The reason he got jumped on is because he has 0 experience with the Cf and does not know what he is talking about.  Others here do and we (the mods) know who they are.


----------



## Armymedic

infantrygf said:
			
		

> As for the other problems. When I was younger I was put on several different medications for ADHD.   My mother also took me to several phychiatrists, hoping that they would find the perfect drug for me.   As I know that there is nothing wrong with me apart form being disdyslexic, I screwed around with them. There for they labled me with all sorts of interesting things such as scischizophrenia and bipolar disorder. Obviously then I didn't think that doing that might come back to bite me in the but lol.



You may need a current evaluation on your own dollar stating you have no current psychological problems, and have been treatment free for at least 2 yrs for the recruiter to even look at you. 
If you have been previously diagnosised with schiz and or Bipolar disorders, the CF won't touch you with a ten foot pole.


----------



## strongchristian

I didn't find tang's post that bad, I find it really amusing that somebody would get worked up enough to begin writing a PM full of profanity over that. It's pretty interesting actually how the hierarchy in the real army translates over to this site, I don't agree with it, but then its not my site.  8)


----------



## Roy Harding

strongchristian said:
			
		

> I didn't find tang's post that bad, I find it really amusing that somebody would get worked up enough to begin writing a PM full of profanity over that. It's pretty interesting actually how the hierarchy in the real army translates over to this site, I don't agree with it, but then its not my site.  8)



Check his profile, read his posts (the option is at the bottom of the profile page).

tang72's got a history around here.


----------



## beach_bum

strongchristian,

Are you qualified to determine what and whom the CF is looking for?  According to your profile (which says you are a civy) I would say no.  The same goes for Tang (who is also a civy).  Why don't you let the people in recruiting establish who is qualified.  No one outside the recruiting system can say yeah or nay.  That's the way it works.


----------



## infantrygf

As for the guy who said something wrong I know he has a history of naughtiness but weather or not he is, is not what this subject is about.  I don't care what he said, and wheather or not he gets a warning or whatever is up to the people in carge of this site.   

I have not been diagnosed with anything other then ADHD, the others just gave my mother wild speculations on what was wrong with me according to what she said I acted like, she's still convinced I'm bipolar or something. But I don't have to live with her anymore  ;D. 

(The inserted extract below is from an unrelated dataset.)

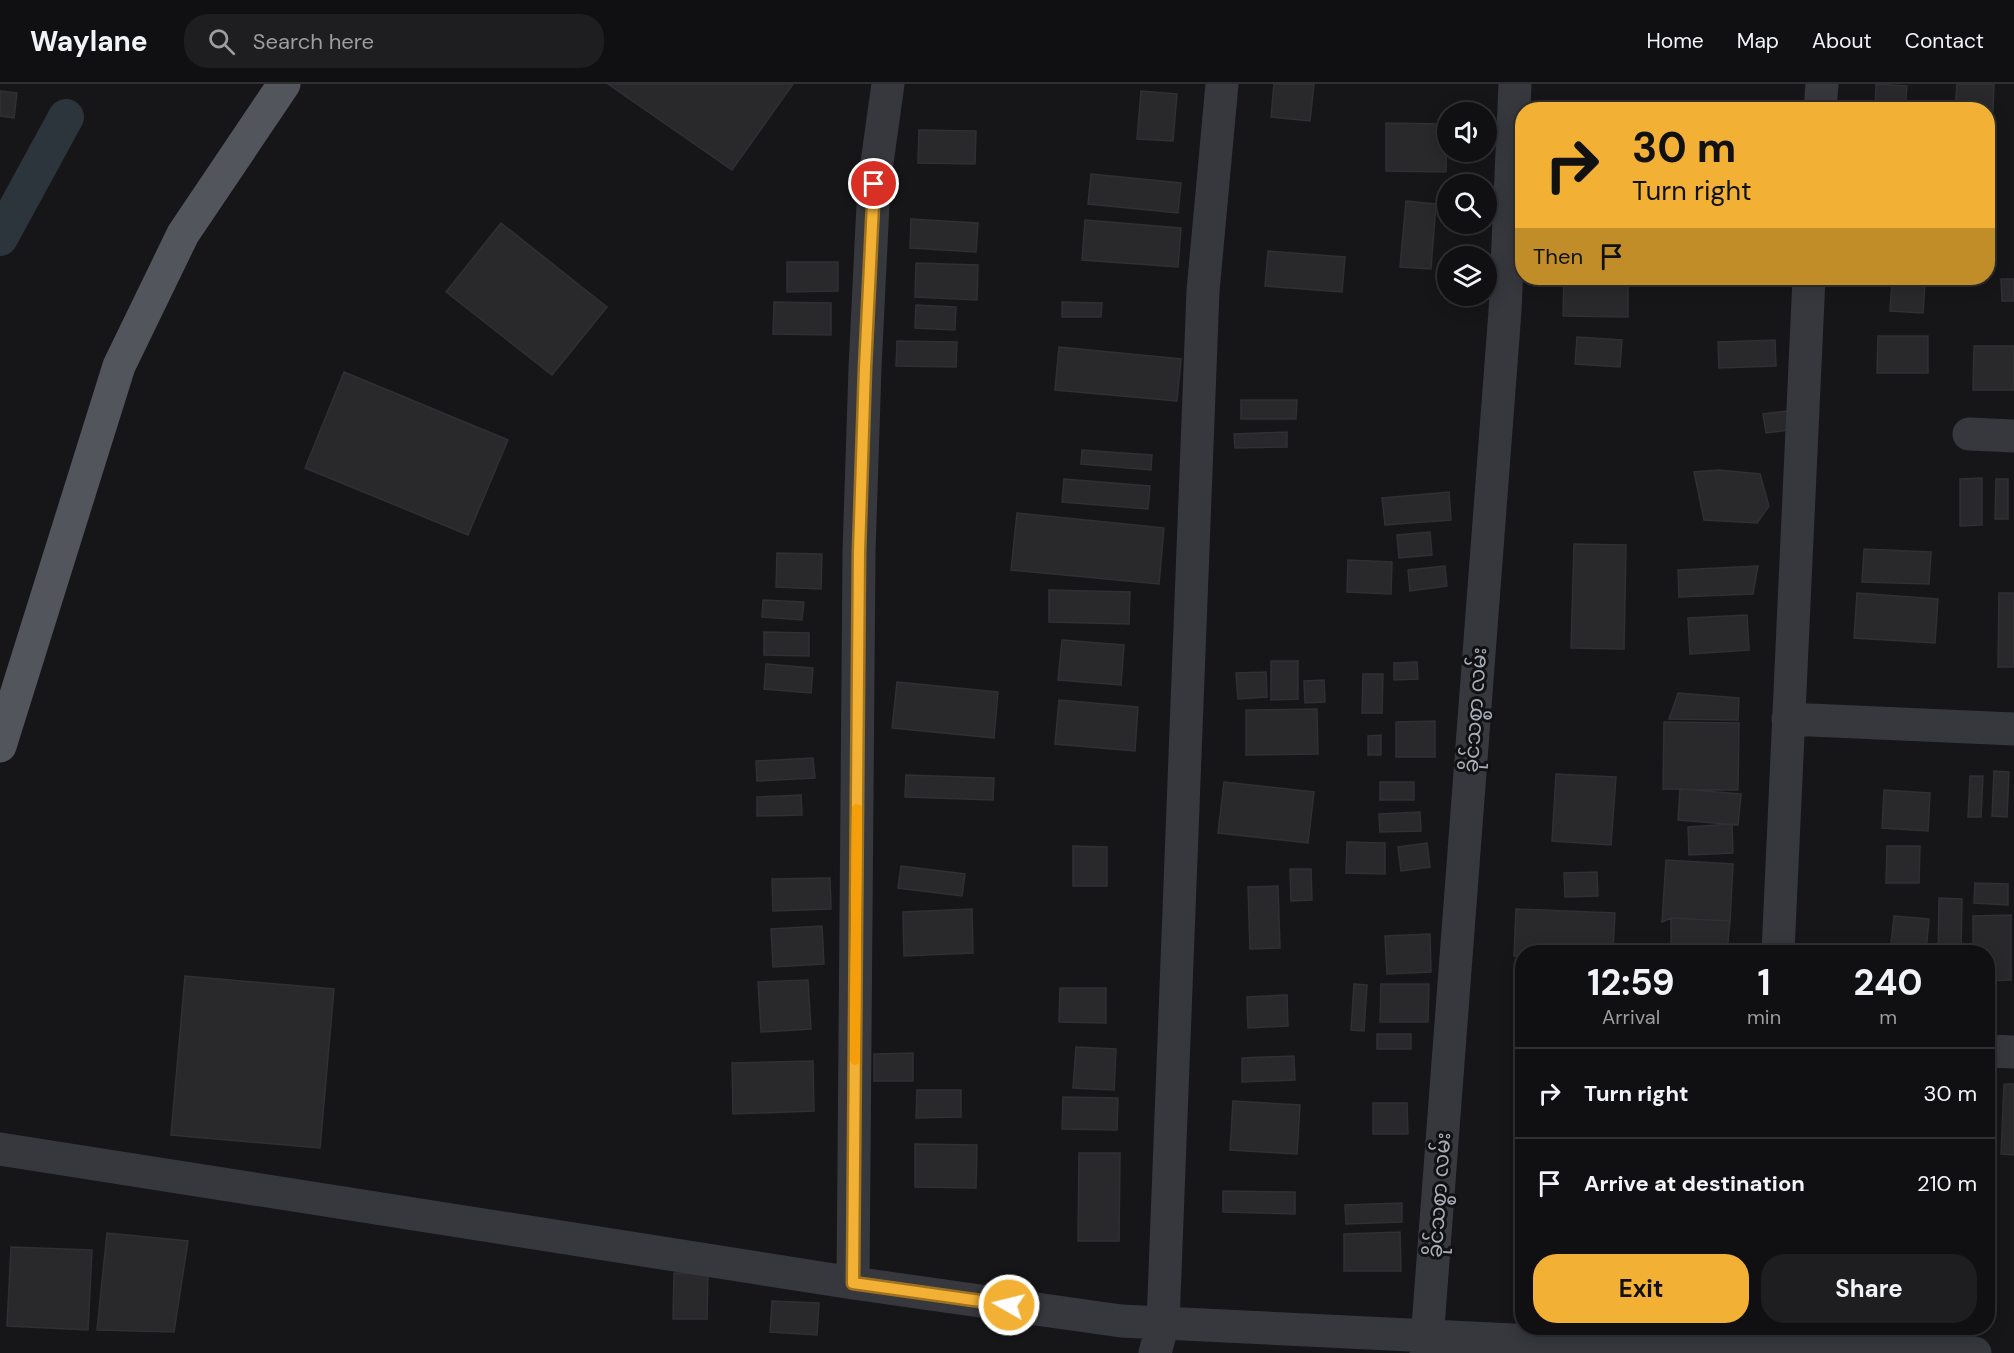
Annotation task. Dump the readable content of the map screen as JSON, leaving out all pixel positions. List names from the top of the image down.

Can get a referral form a family doctor or would I have to see a nother psychobabble?
Do they look at school records as apart of the back ground check?
Will they want to talk to my previous doctors and psychobabbles?

It doesn't relay matter, I'm sure there are tons of people wanting to sign up that have a better past then I do. I'm still gunna give it a shot this September, but if they won't even look at me because of my intresting history, I guess my mom was right I am a fuck up.  I should of figured that the army wouldn't want people that have been called psychotic by professionals.


----------



## patrick666

Don't be so hard on yourself. There is still opportunity. 

Go to your doctor, have him re-evalute you and bring the paperwork with you to your recruiter. There are many who've gotten in with a worse past... tell your mom to stick it. Don't let her hold you back if this is truly what you want to do. I don't believe they'll actually speak to the doctor but you will definitely need a report documenting your current status of health.. 

Yes, school records are part of the application. You need your high school transcripts and post-secondary as well (if applicable).. 

My advice for you..

Go to your doctor, get yourself checked out, and apply. The army is a great start to changing your life and I wish you the best of luck in the application process. 

Cheers


----------



## infantrygf

Thanks, now all I have to do is find a doctor lol, that shouldn't be to hard my bf has one that he likes.

I'm good at being hard on myself, and mom isn't going to find out till I pass basic that way if I don't get in she cant say I told you so, or they'll kick you out. I'm OK for highschool transcripts, and other records, cuz thats when I decided to grow up.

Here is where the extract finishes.